• WHAT TO PRODUCE: Through the line that contains "filter:drop-shadow(2px 0 #2b2b2b)", return the data below exactly, starting at its first line; leave the rest out.

··· DATA SECTION ···

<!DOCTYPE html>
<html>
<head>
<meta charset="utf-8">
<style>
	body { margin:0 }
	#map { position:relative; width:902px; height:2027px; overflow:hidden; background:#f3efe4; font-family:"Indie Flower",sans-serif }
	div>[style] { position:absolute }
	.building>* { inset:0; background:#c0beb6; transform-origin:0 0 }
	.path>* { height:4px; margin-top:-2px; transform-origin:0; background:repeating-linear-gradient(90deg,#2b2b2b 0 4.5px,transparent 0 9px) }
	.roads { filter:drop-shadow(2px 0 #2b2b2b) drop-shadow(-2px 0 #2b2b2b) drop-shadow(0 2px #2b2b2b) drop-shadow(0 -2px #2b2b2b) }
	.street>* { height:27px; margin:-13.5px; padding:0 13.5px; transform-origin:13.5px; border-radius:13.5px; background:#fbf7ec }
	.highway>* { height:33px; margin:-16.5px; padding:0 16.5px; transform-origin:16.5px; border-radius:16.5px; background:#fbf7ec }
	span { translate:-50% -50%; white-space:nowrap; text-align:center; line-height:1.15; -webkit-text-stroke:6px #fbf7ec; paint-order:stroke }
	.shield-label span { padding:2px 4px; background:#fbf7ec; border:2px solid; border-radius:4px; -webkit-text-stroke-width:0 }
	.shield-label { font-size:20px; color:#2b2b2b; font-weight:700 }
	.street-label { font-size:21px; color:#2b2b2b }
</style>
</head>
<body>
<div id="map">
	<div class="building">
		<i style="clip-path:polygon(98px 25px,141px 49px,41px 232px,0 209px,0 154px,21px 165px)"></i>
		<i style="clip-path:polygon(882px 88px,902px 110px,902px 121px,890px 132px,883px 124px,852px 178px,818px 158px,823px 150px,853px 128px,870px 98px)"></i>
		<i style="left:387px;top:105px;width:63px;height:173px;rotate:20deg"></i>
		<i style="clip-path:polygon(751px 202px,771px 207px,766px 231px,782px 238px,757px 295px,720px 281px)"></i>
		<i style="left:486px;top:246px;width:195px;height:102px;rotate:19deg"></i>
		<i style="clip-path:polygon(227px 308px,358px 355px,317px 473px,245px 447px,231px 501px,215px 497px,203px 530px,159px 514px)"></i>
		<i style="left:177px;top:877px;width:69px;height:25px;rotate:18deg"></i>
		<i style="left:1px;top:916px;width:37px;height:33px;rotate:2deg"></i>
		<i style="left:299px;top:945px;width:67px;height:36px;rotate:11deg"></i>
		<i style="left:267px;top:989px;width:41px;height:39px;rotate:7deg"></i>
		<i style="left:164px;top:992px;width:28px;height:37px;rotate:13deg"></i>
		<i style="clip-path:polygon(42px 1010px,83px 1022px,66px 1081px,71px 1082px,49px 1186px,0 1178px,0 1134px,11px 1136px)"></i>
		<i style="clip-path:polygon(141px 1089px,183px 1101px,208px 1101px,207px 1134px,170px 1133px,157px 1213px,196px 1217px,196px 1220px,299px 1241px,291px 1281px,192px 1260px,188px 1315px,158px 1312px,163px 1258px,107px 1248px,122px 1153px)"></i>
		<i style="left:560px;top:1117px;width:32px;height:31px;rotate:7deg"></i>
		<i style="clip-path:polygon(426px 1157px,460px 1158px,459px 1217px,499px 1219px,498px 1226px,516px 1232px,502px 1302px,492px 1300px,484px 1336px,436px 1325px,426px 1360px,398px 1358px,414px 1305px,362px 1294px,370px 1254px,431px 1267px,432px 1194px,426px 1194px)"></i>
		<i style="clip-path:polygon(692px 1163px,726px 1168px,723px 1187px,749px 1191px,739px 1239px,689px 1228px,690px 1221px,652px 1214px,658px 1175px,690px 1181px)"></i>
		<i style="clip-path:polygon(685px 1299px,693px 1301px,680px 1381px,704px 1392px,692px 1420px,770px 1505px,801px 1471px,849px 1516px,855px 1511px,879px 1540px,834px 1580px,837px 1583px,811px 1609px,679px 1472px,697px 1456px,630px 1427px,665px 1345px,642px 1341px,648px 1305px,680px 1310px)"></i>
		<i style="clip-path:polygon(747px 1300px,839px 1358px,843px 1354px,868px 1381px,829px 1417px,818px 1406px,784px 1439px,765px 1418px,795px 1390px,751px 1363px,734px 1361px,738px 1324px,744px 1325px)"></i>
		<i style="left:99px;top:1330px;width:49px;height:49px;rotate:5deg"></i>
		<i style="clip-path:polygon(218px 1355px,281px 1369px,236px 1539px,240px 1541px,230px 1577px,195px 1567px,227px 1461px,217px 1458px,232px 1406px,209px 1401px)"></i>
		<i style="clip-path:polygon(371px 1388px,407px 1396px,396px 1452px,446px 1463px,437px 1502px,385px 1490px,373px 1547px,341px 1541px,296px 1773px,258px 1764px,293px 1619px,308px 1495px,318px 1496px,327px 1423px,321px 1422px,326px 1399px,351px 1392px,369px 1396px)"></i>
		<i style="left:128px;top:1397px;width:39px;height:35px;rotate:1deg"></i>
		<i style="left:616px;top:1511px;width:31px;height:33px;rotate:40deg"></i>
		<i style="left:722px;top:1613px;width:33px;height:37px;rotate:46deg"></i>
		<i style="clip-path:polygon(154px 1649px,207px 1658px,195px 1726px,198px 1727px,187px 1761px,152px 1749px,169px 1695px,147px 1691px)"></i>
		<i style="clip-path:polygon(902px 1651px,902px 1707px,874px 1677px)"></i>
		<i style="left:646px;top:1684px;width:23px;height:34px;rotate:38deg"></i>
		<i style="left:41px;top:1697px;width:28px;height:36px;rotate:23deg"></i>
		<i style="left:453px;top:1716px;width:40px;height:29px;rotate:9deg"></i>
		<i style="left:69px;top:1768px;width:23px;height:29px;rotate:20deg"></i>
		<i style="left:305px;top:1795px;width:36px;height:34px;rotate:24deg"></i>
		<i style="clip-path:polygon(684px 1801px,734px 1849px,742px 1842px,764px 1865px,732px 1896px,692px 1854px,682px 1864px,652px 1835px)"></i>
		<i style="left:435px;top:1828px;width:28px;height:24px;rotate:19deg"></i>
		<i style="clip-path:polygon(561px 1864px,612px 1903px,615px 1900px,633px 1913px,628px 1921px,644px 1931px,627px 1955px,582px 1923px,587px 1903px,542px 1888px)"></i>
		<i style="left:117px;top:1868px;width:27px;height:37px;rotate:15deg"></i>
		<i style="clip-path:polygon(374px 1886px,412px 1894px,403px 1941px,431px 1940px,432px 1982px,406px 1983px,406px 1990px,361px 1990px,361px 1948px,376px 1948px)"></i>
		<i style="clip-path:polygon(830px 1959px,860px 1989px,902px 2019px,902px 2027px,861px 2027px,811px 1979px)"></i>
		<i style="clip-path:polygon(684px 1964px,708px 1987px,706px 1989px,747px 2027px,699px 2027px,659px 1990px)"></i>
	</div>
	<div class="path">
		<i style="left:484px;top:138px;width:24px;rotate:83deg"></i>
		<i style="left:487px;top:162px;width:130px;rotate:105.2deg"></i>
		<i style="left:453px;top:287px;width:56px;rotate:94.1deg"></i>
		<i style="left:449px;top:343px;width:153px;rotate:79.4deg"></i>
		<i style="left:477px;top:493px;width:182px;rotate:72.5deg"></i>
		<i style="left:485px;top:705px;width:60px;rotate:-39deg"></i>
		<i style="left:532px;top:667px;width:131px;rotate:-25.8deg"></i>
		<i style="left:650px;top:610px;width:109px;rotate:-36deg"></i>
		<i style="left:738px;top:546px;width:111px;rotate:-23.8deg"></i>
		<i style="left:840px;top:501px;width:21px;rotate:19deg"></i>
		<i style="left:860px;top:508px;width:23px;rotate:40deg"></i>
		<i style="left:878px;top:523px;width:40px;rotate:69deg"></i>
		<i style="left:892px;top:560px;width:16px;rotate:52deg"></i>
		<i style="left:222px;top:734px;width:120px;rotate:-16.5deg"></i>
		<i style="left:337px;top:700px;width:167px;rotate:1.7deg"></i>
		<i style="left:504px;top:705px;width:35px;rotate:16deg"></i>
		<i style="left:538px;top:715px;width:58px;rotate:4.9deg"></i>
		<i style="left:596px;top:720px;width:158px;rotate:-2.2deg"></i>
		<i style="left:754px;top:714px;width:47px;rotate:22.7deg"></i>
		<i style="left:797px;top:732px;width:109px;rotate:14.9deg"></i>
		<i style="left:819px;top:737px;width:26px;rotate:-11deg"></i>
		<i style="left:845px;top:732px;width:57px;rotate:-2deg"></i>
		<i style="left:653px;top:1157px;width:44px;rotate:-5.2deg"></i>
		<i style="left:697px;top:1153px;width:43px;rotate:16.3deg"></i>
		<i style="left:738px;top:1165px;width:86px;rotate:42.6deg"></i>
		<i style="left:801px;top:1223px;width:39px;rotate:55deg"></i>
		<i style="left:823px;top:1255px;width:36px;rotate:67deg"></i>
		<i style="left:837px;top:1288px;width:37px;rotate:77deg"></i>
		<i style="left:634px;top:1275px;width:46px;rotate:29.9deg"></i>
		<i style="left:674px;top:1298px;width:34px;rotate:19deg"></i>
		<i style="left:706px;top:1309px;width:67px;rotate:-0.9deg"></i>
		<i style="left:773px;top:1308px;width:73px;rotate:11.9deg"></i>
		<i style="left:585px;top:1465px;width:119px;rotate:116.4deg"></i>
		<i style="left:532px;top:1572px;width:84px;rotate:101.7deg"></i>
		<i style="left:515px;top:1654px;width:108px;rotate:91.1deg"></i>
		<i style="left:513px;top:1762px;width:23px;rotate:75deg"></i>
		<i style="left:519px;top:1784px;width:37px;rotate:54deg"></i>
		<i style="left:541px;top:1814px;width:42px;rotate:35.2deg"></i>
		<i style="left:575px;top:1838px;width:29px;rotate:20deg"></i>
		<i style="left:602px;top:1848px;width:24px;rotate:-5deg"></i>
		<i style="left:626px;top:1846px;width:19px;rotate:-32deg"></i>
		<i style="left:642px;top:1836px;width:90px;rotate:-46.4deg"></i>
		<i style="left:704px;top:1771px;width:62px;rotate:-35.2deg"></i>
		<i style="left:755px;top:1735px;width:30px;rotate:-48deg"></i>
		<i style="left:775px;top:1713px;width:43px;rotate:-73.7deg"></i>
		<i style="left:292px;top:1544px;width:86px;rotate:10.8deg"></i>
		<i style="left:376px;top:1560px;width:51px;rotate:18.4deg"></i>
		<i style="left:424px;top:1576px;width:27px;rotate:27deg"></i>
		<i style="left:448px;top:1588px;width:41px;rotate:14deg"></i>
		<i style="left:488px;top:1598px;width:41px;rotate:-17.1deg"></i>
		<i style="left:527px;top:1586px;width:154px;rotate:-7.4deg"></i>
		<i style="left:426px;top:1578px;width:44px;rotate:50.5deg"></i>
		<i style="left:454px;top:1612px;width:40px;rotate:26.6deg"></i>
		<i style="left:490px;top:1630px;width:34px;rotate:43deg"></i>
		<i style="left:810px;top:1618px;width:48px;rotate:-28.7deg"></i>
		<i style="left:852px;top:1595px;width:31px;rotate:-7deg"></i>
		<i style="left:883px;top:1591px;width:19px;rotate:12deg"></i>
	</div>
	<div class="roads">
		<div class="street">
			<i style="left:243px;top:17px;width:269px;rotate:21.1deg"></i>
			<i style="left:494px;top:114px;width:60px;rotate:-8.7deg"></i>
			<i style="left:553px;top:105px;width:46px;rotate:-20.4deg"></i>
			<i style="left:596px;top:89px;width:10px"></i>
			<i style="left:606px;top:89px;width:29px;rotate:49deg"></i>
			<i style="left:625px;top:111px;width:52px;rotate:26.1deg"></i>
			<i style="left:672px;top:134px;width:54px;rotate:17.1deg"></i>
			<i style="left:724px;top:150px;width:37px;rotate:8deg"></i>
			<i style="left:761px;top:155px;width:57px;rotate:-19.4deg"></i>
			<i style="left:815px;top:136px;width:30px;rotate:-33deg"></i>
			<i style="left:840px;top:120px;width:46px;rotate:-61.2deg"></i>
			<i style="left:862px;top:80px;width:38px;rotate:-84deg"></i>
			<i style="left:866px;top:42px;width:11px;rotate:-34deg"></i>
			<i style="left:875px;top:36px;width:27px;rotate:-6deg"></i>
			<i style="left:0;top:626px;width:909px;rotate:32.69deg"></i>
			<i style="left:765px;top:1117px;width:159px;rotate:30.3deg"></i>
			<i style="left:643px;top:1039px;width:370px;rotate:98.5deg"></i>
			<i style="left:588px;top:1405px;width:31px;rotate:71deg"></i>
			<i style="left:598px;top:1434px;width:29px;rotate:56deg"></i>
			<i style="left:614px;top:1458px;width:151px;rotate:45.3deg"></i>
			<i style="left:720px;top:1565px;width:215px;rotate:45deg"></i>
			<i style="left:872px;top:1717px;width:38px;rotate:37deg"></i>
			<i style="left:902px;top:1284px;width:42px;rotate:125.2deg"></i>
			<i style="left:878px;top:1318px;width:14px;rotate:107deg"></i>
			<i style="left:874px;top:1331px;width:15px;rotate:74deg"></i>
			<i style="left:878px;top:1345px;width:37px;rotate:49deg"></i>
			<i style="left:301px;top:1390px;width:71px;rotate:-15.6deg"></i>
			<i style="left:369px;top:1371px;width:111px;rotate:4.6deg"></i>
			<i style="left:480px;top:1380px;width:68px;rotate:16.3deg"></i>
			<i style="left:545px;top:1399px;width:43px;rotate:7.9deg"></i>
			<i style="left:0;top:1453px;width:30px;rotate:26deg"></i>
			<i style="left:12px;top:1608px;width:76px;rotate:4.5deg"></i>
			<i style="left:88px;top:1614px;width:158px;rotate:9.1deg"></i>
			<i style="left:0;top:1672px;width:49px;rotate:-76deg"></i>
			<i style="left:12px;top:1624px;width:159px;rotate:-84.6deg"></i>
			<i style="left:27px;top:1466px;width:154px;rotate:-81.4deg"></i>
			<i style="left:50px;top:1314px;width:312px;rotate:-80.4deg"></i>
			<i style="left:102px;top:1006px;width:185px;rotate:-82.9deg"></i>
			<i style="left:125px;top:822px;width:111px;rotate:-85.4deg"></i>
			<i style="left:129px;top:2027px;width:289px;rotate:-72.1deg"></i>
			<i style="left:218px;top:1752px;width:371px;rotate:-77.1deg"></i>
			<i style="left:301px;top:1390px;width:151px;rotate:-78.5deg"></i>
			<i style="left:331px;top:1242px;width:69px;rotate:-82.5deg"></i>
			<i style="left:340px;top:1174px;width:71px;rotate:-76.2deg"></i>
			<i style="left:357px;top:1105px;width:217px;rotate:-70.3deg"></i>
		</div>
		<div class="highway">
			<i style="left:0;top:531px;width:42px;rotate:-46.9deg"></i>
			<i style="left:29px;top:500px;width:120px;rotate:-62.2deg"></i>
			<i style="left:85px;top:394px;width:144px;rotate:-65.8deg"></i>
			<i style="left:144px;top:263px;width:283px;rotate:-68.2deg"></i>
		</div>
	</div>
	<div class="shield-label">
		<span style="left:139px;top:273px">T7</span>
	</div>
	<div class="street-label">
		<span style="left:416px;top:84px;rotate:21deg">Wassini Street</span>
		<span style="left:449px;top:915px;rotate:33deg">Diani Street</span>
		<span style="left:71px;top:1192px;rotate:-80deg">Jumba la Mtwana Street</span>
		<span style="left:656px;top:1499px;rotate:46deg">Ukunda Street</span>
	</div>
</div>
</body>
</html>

···

• ANSWER TO THE EXERCISE:
<!DOCTYPE html>
<html>
<head>
<meta charset="utf-8">
<style>
	body { margin:0 }
	#map { position:relative; width:902px; height:2027px; overflow:hidden; background:#f3efe4; font-family:"Indie Flower",sans-serif }
	div>[style] { position:absolute }
	.building>* { inset:0; background:#c0beb6; transform-origin:0 0 }
	.path>* { height:4px; margin-top:-2px; transform-origin:0; background:repeating-linear-gradient(90deg,#2b2b2b 0 4.5px,transparent 0 9px) }
	.roads { filter:drop-shadow(2px 0 #2b2b2b) drop-shadow(-2px 0 #2b2b2b) drop-shadow(0 2px #2b2b2b) drop-shadow(0 -2px #2b2b2b) }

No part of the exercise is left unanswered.